A experiência de vida russa também foi marcante para ambas.
“Me marcou muito por causa do idioma, além de ser um país fascinante pela sua história e cultura. Posso lembrar das longas viagens de trem no meio da noite para ir jogar, carregando o bolsão com roupa térmica e a plataforma coberta de neve”, recorda a pivô que, certa vez em São Petersburgo, fugiu da intérprete para conhecer as estações de metrô da cidade, em sua opinião “umas obras de arte”.
Para Adrianinha, “minha experiência lá foi ótima. Um campeonato muito bom. E ainda tinha outras brasileiras do vôlei, gente do futsal, do Rubin Kazan (equipe de futebol da cidade). Foi um desafio, principalmente porque conheci uma cultura completamente diferente. Foram três meses de neve que não dá pra esquecer. Minha filha começou a andar lá – olha que chique”, diz Adrianinha aos risos.
Infelizmente, a memória iconográfica de Alessandra pelas andanças na Rússia não está no Brasil. As fotos, reveladas em uma época em que as câmeras de celular ainda não eram tão tecnológicas, ficaram em sua casa na Itália, outro país que pode ver o talento das duas em quadra.
O título da LBF CAIXA em 2013, para Adrianinha, “foi muito importante e marcante, porque foi o último da minha carreira.
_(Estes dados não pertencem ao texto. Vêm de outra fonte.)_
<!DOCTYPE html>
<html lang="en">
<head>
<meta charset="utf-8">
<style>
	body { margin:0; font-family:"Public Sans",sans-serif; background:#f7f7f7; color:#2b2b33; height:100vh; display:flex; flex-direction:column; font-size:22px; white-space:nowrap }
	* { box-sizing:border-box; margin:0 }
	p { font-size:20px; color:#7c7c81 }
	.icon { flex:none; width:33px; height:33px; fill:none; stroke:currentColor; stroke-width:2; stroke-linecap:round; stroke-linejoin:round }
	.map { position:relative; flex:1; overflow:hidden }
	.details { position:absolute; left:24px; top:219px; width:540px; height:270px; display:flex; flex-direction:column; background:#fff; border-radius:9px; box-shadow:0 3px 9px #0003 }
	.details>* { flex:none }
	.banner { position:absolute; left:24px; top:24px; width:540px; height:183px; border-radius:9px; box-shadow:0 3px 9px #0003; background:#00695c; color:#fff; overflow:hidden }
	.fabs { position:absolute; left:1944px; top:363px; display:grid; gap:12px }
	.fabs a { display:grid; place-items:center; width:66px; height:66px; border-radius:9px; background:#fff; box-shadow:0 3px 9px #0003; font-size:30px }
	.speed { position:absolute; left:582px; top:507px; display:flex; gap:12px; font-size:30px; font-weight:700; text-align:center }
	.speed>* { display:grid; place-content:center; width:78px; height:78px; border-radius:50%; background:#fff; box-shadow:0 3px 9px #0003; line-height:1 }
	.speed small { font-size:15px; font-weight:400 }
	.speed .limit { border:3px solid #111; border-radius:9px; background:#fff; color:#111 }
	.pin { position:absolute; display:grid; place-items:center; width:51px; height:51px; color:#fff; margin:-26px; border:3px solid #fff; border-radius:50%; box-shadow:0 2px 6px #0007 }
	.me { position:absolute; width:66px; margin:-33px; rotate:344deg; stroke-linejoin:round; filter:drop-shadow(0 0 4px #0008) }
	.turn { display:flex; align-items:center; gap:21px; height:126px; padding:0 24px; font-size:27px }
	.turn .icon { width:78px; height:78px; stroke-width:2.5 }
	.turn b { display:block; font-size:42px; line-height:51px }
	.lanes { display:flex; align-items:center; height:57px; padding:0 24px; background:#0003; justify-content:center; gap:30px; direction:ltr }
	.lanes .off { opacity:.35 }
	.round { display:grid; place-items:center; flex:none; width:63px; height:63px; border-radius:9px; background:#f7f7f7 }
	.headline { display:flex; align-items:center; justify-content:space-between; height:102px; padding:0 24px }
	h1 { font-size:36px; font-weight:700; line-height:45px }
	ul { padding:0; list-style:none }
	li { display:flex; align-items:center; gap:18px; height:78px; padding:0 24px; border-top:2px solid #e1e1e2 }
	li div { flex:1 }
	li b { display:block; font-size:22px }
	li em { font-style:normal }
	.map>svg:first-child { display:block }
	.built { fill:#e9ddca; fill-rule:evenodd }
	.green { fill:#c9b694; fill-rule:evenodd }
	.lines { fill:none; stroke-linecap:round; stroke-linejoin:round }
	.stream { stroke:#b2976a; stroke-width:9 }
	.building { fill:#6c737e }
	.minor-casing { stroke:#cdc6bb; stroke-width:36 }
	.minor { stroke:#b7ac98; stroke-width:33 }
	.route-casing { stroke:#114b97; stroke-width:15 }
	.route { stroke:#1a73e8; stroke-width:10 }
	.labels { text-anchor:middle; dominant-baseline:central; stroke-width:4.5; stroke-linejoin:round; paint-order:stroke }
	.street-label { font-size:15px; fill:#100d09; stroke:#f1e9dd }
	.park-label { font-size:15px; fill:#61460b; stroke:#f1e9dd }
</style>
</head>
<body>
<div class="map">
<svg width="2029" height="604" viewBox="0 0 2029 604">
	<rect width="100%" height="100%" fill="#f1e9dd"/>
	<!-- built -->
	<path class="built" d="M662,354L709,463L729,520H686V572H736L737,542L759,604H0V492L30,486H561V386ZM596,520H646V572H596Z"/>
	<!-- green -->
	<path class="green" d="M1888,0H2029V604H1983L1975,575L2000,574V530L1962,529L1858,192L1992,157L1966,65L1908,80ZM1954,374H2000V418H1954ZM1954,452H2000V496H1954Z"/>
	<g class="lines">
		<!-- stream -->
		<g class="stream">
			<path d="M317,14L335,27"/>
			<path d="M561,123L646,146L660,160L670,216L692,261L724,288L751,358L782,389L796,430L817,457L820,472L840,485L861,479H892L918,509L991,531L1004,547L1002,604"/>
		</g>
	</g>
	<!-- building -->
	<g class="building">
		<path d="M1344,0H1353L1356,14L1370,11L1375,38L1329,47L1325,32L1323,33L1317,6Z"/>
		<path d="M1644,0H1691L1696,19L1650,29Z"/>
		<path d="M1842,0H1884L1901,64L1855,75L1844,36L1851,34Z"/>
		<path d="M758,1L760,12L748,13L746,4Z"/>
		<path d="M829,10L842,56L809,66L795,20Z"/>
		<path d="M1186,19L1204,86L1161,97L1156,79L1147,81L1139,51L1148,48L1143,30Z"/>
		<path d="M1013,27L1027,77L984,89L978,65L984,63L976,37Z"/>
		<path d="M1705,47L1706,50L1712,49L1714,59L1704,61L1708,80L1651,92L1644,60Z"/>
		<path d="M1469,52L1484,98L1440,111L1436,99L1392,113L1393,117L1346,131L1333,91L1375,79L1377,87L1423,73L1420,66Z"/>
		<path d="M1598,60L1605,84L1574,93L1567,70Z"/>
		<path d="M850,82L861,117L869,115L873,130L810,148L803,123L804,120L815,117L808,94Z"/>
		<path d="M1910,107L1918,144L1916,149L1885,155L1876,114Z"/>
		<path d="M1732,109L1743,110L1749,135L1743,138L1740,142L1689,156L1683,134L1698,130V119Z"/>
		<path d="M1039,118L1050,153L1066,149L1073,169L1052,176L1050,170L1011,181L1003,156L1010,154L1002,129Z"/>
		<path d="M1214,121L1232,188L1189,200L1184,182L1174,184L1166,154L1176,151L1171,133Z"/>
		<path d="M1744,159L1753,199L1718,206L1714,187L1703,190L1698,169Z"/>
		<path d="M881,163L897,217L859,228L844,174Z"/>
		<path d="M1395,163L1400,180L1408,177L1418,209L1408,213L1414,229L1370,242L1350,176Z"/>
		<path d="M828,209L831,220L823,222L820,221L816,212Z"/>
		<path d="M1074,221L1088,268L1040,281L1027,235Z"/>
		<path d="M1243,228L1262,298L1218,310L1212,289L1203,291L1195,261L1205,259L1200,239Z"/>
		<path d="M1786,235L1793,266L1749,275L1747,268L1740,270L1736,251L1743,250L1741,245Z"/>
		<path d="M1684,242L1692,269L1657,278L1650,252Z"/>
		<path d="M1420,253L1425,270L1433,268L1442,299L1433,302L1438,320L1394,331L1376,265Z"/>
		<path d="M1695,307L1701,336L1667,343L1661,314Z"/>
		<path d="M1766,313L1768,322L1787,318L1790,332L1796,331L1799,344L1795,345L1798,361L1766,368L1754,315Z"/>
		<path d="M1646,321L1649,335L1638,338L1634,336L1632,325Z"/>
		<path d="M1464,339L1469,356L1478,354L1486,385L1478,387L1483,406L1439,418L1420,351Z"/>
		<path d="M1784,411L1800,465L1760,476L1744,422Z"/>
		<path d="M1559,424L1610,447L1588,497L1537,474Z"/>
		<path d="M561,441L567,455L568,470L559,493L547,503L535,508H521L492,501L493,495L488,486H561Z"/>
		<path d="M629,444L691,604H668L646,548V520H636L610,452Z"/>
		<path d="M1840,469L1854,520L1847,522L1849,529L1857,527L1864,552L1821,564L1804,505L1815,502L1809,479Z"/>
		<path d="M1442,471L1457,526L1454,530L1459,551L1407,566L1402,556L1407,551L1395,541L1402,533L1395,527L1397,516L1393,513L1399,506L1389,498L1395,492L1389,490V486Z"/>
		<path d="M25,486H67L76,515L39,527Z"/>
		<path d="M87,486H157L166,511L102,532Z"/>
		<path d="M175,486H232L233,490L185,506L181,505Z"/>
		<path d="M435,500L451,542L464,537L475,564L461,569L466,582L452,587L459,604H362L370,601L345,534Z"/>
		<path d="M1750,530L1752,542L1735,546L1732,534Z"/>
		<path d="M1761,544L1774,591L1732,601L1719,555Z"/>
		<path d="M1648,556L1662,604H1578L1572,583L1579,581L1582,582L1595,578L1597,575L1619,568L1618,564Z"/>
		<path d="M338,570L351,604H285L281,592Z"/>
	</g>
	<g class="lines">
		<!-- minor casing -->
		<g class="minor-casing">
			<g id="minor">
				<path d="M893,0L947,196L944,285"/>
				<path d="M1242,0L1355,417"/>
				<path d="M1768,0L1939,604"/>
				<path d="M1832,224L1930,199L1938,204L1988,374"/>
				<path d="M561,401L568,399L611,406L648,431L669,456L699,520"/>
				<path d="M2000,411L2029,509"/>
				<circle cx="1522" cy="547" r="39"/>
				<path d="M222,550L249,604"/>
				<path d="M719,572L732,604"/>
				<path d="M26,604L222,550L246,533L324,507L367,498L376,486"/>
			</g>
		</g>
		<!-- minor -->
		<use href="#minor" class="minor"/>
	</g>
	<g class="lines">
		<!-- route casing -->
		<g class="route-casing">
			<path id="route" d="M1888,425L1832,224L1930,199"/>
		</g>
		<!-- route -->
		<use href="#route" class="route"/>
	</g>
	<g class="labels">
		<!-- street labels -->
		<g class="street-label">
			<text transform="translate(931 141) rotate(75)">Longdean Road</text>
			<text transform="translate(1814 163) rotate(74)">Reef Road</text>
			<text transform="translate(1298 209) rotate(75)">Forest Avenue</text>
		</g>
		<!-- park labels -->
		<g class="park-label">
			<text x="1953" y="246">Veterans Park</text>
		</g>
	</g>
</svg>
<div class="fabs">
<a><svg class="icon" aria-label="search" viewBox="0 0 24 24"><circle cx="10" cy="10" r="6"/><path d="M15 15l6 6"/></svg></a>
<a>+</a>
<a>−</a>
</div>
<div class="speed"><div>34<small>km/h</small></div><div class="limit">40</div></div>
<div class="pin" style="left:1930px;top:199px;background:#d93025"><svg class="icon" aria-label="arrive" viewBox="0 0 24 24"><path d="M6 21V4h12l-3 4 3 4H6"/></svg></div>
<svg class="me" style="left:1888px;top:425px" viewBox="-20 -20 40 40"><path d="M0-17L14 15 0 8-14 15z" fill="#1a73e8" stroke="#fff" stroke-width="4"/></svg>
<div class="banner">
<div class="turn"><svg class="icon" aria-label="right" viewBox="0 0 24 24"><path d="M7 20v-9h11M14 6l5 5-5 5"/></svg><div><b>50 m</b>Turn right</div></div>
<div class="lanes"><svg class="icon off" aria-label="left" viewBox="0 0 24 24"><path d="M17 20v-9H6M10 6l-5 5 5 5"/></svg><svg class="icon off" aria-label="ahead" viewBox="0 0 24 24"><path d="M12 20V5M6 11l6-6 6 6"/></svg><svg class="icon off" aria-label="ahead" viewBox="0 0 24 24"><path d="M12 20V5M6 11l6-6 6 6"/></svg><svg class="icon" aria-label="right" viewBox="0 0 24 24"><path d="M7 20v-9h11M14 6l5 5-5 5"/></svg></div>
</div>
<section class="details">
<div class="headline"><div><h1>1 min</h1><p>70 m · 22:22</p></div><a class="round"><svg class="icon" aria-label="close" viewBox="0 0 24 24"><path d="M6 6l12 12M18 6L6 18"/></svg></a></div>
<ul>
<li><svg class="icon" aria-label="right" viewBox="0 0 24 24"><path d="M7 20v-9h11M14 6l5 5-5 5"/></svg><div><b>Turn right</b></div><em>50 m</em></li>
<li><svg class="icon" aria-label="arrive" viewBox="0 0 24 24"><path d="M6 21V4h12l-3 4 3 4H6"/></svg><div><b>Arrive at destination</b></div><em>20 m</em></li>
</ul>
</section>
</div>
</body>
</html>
Especial por ser no Brasil e diante de uma torcida grande como a do Sport”.
Alessandra complementou: “Foi uma experiência totalmente diferente, pois foi a primeira vez que joguei em um time com camisa de futebol, com uma torcida fanática e no nordeste. Adorei e, além do mais, é o título que tenho da LBF”.
Seleção, olimpíadas, Itália, Rússia, Sport Recife. A carreira das duas se encontrou várias vezes, atravessando continentes e marcada por muitas vitórias.
“A nossa parceria foi muito boa, pois para um pivô jogar bem ele necessita de um grande armador, além de exímios chutadores”, diz Alessandra.
“Fomos parceiras muitas vezes e ela me ajudou muito na Europa, inclusive me indicou na minha primeira equipe na Itália”, finaliza Adrianinha.